6. Mme D ayant obtenu le bénéfice de l'aide juridictionnelle, son avocat peut se prévaloir des dispositions de l'article L. 761-1 du code de justice administrative et du deuxième alinéa de l'article 37 de la loi du 10 juillet 1991. Il y a lieu, dans les circonstances de l'espèce, de mettre à la charge de l'Etat la somme de 1 000 euros à verser à Me Debureau, avocate de Mme D, sous réserve qu'elle renonce à percevoir la somme correspondant à la part contributive de l'Etat.

D E C I D E :

Article 1er : L'arrêté du 26 juin 2023 par lequel le préfet du Gard a refusé de délivrer un titre de séjour à Mme D est annulé.

Article 2 : Il est enjoint au préfet du Gard de délivrer à Mme D un titre de séjour dans un délai d'un mois à compter de la notification du présent jugement.
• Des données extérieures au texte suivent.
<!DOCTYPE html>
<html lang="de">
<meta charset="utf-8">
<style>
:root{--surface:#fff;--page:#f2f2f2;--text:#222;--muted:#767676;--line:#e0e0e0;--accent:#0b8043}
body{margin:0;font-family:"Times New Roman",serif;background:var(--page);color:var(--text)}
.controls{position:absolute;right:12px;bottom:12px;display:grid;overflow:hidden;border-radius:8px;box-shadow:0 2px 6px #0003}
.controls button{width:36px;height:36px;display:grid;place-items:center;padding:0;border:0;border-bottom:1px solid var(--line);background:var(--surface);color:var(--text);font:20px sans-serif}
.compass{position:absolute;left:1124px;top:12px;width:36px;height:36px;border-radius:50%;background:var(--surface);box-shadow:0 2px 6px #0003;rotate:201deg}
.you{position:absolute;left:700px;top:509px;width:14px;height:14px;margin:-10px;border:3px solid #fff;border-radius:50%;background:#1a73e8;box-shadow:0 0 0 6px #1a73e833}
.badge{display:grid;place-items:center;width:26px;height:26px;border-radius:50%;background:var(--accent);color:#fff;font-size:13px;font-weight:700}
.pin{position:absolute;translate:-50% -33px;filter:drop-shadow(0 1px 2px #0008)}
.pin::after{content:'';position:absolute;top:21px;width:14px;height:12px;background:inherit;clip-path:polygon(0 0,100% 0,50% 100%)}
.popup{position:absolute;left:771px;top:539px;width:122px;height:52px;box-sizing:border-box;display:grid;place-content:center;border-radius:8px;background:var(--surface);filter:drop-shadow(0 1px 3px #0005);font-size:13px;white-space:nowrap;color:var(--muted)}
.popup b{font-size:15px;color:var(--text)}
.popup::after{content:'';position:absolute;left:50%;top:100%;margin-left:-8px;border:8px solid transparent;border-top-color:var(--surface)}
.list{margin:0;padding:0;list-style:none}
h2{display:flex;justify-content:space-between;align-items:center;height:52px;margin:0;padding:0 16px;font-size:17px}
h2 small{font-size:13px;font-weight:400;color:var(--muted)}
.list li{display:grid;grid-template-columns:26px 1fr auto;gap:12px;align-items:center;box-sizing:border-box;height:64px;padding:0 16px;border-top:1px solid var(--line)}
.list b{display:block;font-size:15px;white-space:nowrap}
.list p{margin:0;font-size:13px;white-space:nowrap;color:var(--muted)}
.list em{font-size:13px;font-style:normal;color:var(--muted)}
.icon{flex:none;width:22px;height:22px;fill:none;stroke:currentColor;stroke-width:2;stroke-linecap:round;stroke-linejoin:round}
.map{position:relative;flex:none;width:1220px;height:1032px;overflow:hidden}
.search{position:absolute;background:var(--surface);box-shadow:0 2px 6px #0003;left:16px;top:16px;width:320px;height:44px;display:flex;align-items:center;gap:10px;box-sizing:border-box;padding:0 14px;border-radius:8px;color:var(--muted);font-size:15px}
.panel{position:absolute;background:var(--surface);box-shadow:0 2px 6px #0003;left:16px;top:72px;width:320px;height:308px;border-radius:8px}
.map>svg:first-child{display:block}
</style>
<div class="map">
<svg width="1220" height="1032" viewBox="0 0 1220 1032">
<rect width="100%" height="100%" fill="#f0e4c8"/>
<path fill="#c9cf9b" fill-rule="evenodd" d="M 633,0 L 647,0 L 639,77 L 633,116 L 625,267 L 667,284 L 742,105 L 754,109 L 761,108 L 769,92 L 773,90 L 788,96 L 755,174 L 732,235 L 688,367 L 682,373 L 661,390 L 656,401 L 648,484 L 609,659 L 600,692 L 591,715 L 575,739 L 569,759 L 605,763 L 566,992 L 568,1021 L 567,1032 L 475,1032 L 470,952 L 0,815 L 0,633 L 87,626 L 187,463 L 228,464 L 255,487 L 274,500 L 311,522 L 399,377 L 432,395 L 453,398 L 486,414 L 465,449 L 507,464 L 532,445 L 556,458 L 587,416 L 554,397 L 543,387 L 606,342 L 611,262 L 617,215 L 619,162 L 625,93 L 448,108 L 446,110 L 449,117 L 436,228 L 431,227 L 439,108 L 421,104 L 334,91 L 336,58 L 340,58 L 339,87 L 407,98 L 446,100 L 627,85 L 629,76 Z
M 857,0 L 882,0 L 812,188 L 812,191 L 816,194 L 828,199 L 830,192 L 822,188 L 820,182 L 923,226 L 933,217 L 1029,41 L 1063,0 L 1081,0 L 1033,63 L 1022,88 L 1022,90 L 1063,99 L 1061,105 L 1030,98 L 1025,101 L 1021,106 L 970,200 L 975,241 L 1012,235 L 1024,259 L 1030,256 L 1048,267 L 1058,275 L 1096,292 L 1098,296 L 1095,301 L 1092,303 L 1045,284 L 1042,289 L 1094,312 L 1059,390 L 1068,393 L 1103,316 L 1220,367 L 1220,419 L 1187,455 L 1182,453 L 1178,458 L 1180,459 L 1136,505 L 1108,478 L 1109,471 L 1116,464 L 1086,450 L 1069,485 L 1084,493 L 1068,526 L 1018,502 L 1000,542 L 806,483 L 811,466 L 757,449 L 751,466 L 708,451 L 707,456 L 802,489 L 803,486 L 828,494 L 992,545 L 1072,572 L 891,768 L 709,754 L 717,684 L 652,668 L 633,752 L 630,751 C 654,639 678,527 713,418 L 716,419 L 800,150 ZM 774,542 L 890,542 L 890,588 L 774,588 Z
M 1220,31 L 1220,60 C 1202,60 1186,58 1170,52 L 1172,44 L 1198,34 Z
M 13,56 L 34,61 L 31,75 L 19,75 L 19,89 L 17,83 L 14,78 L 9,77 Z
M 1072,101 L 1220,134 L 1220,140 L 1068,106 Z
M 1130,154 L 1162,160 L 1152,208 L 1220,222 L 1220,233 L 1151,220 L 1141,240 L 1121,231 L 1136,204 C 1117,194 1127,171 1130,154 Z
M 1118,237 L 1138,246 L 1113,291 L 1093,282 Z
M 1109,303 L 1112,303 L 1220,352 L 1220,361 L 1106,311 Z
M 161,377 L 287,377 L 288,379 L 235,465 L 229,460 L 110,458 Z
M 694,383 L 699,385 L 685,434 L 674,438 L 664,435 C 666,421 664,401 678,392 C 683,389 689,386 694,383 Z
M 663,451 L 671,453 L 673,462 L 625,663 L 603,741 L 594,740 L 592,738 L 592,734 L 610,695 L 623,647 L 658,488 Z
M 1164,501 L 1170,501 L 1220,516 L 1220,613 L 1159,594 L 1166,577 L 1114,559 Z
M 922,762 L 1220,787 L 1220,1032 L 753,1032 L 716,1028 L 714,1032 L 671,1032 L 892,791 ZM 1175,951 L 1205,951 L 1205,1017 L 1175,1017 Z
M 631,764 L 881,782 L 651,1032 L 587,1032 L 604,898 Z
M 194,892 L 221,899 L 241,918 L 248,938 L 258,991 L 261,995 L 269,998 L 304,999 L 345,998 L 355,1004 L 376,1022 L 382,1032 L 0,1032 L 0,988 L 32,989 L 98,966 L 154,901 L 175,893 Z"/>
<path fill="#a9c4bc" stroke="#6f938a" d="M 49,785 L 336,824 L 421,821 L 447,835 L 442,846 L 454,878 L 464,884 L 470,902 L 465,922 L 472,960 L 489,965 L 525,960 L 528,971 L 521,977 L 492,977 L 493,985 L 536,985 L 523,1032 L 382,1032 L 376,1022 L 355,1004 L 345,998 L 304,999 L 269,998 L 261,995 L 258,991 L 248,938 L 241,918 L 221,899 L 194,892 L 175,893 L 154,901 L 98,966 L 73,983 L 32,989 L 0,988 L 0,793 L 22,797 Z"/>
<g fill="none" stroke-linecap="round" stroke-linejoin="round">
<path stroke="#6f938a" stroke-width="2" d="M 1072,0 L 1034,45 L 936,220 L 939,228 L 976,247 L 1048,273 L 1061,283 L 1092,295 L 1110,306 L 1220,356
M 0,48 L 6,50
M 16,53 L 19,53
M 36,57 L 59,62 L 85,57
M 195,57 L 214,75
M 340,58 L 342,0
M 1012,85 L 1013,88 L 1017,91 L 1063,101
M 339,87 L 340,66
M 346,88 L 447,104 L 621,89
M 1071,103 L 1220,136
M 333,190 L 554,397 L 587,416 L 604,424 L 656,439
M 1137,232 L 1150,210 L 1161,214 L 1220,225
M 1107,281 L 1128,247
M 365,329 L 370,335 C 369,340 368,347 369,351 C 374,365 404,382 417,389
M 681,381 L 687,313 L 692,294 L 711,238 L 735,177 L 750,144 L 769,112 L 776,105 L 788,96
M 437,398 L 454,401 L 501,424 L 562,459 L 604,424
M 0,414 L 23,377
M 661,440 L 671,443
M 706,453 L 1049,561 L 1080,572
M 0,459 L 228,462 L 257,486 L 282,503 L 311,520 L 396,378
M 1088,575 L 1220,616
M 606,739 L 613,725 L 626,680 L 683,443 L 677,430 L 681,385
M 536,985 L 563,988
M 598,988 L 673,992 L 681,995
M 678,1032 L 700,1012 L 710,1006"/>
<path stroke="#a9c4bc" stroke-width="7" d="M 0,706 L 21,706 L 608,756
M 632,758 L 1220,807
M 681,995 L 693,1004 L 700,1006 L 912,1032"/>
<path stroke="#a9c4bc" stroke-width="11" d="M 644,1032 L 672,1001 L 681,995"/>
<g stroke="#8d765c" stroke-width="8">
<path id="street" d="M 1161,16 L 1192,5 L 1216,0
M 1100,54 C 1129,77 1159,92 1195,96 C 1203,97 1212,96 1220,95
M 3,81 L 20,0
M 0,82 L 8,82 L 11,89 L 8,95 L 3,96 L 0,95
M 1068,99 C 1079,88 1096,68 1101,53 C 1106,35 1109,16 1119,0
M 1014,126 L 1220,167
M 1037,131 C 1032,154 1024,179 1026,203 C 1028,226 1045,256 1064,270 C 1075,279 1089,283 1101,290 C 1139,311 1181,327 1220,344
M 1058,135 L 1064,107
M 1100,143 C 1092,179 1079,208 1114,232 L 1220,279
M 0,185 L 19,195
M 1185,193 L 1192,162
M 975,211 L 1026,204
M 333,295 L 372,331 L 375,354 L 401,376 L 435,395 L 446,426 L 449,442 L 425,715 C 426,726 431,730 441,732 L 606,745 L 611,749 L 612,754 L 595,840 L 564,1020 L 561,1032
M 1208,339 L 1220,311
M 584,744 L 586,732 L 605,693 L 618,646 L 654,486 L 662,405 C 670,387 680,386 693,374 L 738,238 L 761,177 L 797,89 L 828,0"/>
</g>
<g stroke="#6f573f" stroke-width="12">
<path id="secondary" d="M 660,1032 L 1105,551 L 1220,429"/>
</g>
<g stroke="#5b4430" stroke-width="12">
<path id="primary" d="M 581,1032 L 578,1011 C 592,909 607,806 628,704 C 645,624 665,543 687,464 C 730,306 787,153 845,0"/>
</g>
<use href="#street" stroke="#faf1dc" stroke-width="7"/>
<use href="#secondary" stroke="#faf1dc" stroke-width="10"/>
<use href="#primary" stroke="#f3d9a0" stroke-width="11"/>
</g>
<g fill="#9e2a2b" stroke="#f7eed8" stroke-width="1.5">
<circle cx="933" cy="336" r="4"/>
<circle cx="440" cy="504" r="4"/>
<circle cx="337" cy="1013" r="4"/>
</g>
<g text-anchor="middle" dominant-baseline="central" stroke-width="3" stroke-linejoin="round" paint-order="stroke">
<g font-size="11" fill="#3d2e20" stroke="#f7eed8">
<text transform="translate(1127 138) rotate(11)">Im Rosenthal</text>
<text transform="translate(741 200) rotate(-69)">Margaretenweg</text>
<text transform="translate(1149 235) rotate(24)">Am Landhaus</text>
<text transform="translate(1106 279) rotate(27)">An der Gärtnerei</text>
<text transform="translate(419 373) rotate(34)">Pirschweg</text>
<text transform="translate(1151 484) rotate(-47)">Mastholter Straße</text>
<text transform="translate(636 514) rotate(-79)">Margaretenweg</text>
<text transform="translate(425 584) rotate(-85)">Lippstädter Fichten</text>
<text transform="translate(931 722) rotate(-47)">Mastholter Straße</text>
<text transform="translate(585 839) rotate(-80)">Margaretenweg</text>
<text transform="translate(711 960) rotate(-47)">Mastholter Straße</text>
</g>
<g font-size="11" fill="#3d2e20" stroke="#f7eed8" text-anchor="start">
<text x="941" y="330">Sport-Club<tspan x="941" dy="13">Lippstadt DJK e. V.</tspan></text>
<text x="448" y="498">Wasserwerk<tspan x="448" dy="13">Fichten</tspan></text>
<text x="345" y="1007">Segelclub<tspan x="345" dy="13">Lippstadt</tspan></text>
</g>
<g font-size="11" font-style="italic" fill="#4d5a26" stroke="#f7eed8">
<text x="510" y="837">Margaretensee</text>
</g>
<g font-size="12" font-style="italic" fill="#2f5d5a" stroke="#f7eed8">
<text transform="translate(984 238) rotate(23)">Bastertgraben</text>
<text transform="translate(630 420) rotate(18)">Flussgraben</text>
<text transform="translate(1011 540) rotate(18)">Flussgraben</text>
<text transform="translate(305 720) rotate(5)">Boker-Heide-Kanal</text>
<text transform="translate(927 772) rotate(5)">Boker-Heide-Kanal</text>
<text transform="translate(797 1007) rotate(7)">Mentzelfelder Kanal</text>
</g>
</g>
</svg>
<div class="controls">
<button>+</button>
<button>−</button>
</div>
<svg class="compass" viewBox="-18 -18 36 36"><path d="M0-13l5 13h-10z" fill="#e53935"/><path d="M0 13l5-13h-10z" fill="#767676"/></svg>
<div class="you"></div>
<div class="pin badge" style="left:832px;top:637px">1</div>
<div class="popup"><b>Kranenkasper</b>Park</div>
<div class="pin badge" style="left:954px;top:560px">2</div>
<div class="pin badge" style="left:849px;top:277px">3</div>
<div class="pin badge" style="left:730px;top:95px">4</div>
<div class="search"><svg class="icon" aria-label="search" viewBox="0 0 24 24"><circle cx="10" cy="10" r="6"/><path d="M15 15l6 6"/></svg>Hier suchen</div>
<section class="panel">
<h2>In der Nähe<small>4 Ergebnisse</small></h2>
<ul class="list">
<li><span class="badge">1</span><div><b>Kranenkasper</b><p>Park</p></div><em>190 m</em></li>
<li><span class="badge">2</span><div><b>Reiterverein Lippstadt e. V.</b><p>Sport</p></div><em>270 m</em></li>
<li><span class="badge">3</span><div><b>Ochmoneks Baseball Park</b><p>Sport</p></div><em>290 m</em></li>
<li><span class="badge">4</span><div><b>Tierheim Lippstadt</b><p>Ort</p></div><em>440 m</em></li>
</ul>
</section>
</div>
Article 3 : L'Etat versera à Me Philippa Debureau, avocate de Mme D, une somme de 1 000 euros en application des dispositions de l'article L. 761-1 du code de justice administrative et de l'article 37 de la loi du 10 juillet 1991, sous réserve qu'elle renonce à percevoir la somme correspondant à la part contributive de l'Etat.

Article 4 : Le surplus des conclusions de la requête est rejeté.

Article 5 : Le présent jugement sera notifié à Mme A D, au préfet du Gard et à Me Philippa Debureau.

Délibéré après l'audience du 15 mai 2025, à laquelle siégeaient :

M. Roux, président,

Mme Vosgien, première conseillère,

Mme Béréhouc, conseillère.

Rendu public par mise à disposition au greffe le 28 mai 2025.

La rapporteure,

F. BEREHOUC

Le président,

G. ROUX

La greffière,

B. ROUSSELET-ARRIGONI

La République mande et ordonne au préfet du Gard en ce qui le concerne ou à tous commissaires de justice à ce requis en ce qui concerne les voies de droit commun contre les parties privées, de pourvoir à l'exécution de la présente décision.